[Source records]
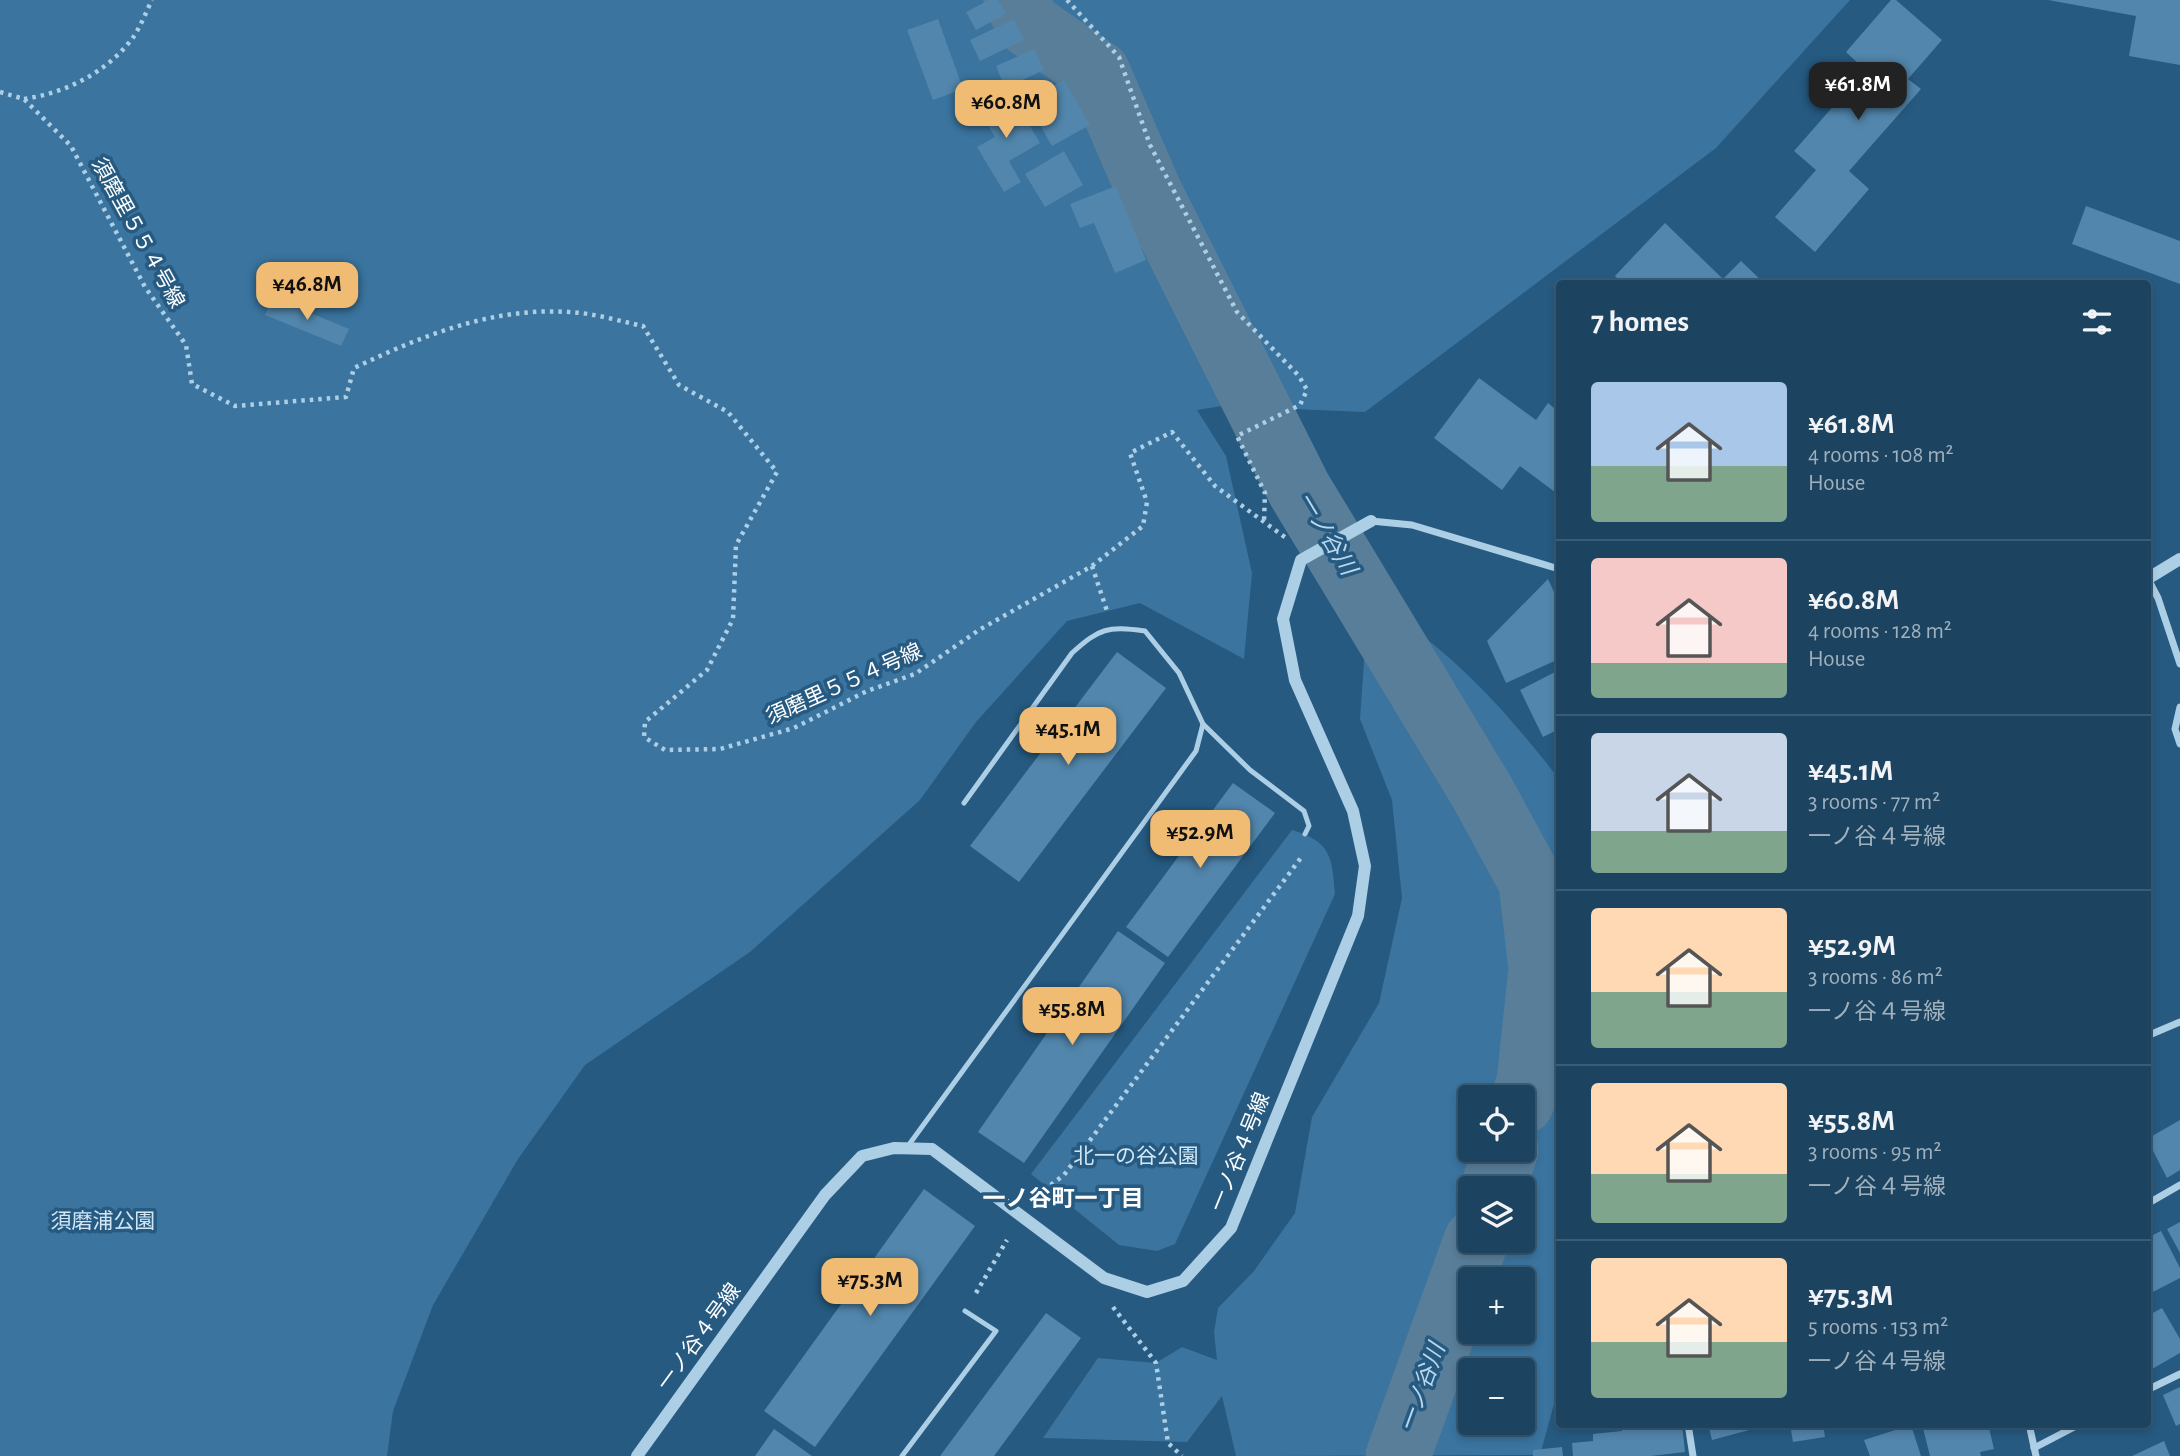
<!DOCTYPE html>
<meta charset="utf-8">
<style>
body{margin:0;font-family:"Alegreya Sans","Noto Sans JP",sans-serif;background:#254b67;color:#f1f3f6;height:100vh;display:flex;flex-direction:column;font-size:26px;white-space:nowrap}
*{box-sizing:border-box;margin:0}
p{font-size:23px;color:#a0b0bd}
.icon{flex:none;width:38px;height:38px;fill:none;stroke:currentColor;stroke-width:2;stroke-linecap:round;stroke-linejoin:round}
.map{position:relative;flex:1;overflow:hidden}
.panel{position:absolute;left:1556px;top:280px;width:595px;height:1148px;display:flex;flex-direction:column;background:#1c4461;border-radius:7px;box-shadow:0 4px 10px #0003,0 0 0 2px #3a5c76}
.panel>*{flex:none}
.tools{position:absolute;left:1458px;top:1085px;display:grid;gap:14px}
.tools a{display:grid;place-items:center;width:77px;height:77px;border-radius:7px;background:#1c4461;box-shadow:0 4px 10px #0003,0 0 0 2px #3a5c76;font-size:35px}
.price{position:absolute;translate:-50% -60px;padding:0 16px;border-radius:14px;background:#f0bb72;color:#111;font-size:23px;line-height:46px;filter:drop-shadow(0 2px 4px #0008)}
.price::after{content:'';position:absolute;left:50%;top:42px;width:21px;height:16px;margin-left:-10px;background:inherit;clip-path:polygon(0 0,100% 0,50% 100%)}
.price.current{background:#222;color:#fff}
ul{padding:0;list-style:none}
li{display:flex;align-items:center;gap:21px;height:175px;padding:0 35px}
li+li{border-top:2px solid #3a5c76}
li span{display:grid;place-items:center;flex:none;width:196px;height:140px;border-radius:7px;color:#555}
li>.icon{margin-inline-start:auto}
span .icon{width:84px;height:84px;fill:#fffc;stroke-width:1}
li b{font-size:30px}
h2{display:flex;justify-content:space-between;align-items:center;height:84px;padding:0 35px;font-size:30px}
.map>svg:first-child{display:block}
.green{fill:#3a749f;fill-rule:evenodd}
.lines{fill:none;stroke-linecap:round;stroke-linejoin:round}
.river{stroke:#597e99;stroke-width:65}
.building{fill:#5286ac}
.path{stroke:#adcfe6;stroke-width:4.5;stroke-dasharray:3.5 5;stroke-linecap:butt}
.service{stroke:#adcfe6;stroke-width:5}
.minor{stroke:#adcfe6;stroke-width:7}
.tertiary{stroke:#adcfe6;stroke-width:12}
.labels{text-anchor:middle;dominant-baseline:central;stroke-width:7;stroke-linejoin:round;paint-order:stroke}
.street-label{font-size:21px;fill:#fff;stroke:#265a81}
.park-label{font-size:21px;fill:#d1e6f5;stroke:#265a81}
.water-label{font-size:23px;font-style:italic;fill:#b9d8ee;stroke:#265a81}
.neighbourhood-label{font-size:23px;font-weight:bold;fill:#fff;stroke:#265a81}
</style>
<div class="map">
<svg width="2180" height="1456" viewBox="0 0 2180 1456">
<rect width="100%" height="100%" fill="#265a81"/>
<g class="green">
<path d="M0,0H1850L1716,148L1365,412L1222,406L1197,410L1226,456L1252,573L1244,659L1140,603L1067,621L976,722L920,800L750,952L585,1065L518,1159L433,1305L393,1411L387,1456H0Z"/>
<path d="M1414,629C1474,675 1513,720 1559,779V1386L1540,1455L1236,1456L1222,1396L1187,1442L1043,1438L1098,1358L1156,1363L1182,1347L1217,1360L1214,1332L1218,1308L1254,1271L1295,1213L1312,1117L1379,1003L1402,898L1392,800L1360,719L1365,647ZM1470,1097H1522V1150H1470ZM1470,1188H1522V1241H1470ZM1470,1279H1522V1332H1470ZM1470,1370H1522V1423H1470Z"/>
<path d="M1292,830C1331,842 1332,856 1335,894L1175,1244L1157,1251L1119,1245L1031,1174Z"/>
</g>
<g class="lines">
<g class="river">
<path d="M1016,0L1028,24L1098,73L1149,191L1299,489L1482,792L1531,882L1541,969L1529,1082L1522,1102"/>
<path d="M1493,1188L1506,1150"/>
<path d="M1398,1456L1476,1241"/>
</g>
</g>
<g class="building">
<path d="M989,0H998L1006,14L976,30L966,12Z"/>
<path d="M1891,0H1896L1942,40L1908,79L1921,89L1849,171L1869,189L1815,252L1775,217L1816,170L1794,151L1865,70L1846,52Z"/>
<path d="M2048,0H2180V65L2129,56L2136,16Z"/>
<path d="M938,19L963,89L933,100L907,30Z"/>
<path d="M1014,19L1024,40L980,61L970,40Z"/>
<path d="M1034,49L1044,70L1005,88L996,66Z"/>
<path d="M1064,80L1090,125L1052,146L1026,101Z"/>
<path d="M1011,94L1040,143L1009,161L1021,182L1004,192L977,147L995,137L980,112Z"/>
<path d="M1064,151L1083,185L1045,207L1025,174Z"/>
<path d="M1116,186L1146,260L1115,273L1094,223L1080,228L1070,204Z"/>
<path d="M2086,206L2180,241V284L2072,244Z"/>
<path d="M1665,223L1723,279L1741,261L1765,284H1623L1615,276Z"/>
<path d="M272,297L349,329L341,346L265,315Z"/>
<path d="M1479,378L1536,420L1548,403L1559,412V495L1520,466L1502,490L1434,438Z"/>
<path d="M1548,579L1559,603V659L1506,683L1487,641Z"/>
<path d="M1117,652L1166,688L1019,882L970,846Z"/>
<path d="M1559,670V729L1543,737L1520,690Z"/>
<path d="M1233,783L1275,813L1168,957L1126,927Z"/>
<path d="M1118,931L1165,963L1024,1163L978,1132Z"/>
<path d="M2180,1120V1170L2167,1178L2147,1139Z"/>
<path d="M924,1189L975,1226L815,1447L764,1411Z"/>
<path d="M2180,1222V1253L2167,1229Z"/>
<path d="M2161,1231L2180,1268V1278L2147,1295V1238Z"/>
<path d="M2162,1308L2180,1339V1353L2152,1369L2147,1360V1316Z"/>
<path d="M1046,1313L1081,1338L994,1456H940Z"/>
<path d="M2180,1387V1424L2176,1426L2163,1395Z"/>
<path d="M1621,1424H1682L1685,1452L1651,1456H1573L1572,1443L1593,1441V1434L1622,1431Z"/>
<path d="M1708,1424H1768V1425L1712,1440Z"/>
<path d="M1790,1424H1823L1825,1437L1793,1442Z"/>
<path d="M1922,1424H1988L1994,1449L1980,1452L1981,1456H1930Z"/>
<path d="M1911,1425L1921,1456H1870L1864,1440Z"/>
<path d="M774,1429L812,1456H755Z"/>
<path d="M2164,1441L2170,1456H2132Z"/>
<path d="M1562,1447L1563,1456H1533V1450Z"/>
</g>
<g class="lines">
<g class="path">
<path d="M1067,0L1119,57L1150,145L1237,312L1299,376L1307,390L1300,405L1237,436L1265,493L1264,521"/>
<path d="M0,92L24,99L71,146L145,287L186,345L192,384L235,406L346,397L354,368C422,336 491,307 569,312C593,313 619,321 643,326L679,385L728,412L777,472L736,545L733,619L707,670L645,722L644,737L665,750L720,749L794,728L867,691L915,674L979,630L1092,566L1143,526L1147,502L1130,453L1172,432L1215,486L1286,538"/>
<path d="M24,99C65,93 106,73 132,39C140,28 146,12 152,0"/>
<path d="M1092,566L1107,611"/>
<path d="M1037,1195L1064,1175L1303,855"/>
<path d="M976,1293L1007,1240"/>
<path d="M1113,1307L1156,1363L1168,1443L1182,1456"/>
</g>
<g class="service">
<path d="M1203,724L1250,770L1304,811L1309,826L1305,834"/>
<path d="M908,1146L1196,751L1203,724L1179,673L1145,631C1107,626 1100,628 1072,653L964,803"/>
<path d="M902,1456L996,1331L965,1311"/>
</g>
<g class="minor">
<path d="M1371,521L1412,525L1559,569"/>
<path d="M2148,579L2158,598L2180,664"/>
<path d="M2180,707L2175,729L2180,744"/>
<path d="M2147,1036L2180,1022"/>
<path d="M2147,1204L2180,1185"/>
<path d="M2147,1390L2180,1374"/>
<path d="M1688,1424L1693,1456"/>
<path d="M2029,1424L2036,1456"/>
<path d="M2034,1448L2080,1424"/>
</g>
<g class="tertiary">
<path d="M2147,579L2180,559"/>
<path d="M637,1456L825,1195L862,1156L894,1148L932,1149L1104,1278L1147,1292L1183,1281L1231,1228L1358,916L1365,866L1353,811L1295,680L1283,619L1301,560L1371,521"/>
</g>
</g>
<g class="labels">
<g class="street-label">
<text transform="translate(138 233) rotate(61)">須磨里５５４号線</text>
<text transform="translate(844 684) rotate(-24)">須磨里５５４号線</text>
<text transform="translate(1240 1152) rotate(-68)">一ノ谷４号線</text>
<text transform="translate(699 1337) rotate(-54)">一ノ谷４号線</text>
</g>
<g class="park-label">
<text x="1136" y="1156">北一の谷公園</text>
<text x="103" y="1221">須磨浦公園</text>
</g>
<g class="water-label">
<text transform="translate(1326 534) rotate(59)">一ノ谷川</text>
<text transform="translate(1423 1388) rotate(-70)">一ノ谷川</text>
</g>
<g class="neighbourhood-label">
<text x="1063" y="1199">一ノ谷町一丁目</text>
</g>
</g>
</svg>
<div class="tools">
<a><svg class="icon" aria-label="locate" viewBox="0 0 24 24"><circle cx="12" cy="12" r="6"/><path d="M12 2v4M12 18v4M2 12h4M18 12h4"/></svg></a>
<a><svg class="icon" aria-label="layers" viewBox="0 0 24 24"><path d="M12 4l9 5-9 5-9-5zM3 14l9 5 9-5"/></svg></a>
<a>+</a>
<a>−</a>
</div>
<b class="price current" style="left:1858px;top:122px">¥61.8M</b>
<b class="price" style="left:1006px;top:140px">¥60.8M</b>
<b class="price" style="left:307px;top:322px">¥46.8M</b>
<b class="price" style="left:1068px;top:767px">¥45.1M</b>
<b class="price" style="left:1200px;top:870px">¥52.9M</b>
<b class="price" style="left:1072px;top:1047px">¥55.8M</b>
<b class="price" style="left:870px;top:1318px">¥75.3M</b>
<section class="panel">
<h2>7 homes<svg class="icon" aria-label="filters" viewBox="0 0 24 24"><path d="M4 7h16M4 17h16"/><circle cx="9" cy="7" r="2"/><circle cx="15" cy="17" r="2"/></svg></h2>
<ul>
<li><span style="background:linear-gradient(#a9c7e8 60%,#7fa58c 0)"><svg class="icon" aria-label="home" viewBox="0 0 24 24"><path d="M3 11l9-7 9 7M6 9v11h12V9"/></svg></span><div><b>¥61.8M</b><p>4 rooms · 108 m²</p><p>House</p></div></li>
<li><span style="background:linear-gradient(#f6c9c9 75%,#7fa58c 0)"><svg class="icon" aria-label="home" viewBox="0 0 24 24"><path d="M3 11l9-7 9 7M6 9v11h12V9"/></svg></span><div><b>¥60.8M</b><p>4 rooms · 128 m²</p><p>House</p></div></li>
<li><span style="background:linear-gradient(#c9d6e8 70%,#7fa58c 0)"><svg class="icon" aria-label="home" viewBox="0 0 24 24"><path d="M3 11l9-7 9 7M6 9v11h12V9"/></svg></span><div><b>¥45.1M</b><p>3 rooms · 77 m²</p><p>一ノ谷４号線</p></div></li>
<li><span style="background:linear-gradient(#ffd9b3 60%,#7fa58c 0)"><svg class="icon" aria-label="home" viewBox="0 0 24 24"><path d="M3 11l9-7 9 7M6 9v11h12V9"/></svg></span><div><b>¥52.9M</b><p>3 rooms · 86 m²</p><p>一ノ谷４号線</p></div></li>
<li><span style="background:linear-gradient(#ffd9b3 65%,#7fa58c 0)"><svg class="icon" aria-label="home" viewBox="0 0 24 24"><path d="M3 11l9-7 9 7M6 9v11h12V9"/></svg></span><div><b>¥55.8M</b><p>3 rooms · 95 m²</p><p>一ノ谷４号線</p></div></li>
<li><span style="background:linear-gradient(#ffd9b3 60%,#7fa58c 0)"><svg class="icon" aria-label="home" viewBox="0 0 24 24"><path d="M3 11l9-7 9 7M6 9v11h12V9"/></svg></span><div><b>¥75.3M</b><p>5 rooms · 153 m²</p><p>一ノ谷４号線</p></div></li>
</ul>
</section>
</div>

**TASK:**
When a line in the records above holds "position", that line is to be reported.

**ANSWER SPACE:**
.map{position:relative;flex:1;overflow:hidden}
.panel{position:absolute;left:1556px;top:280px;width:595px;height:1148px;display:flex;flex-direction:column;background:#1c4461;border-radius:7px;box-shadow:0 4px 10px #0003,0 0 0 2px #3a5c76}
.tools{position:absolute;left:1458px;top:1085px;display:grid;gap:14px}
.price{position:absolute;translate:-50% -60px;padding:0 16px;border-radius:14px;background:#f0bb72;color:#111;font-size:23px;line-height:46px;filter:drop-shadow(0 2px 4px #0008)}
.price::after{content:'';position:absolute;left:50%;top:42px;width:21px;height:16px;margin-left:-10px;background:inherit;clip-path:polygon(0 0,100% 0,50% 100%)}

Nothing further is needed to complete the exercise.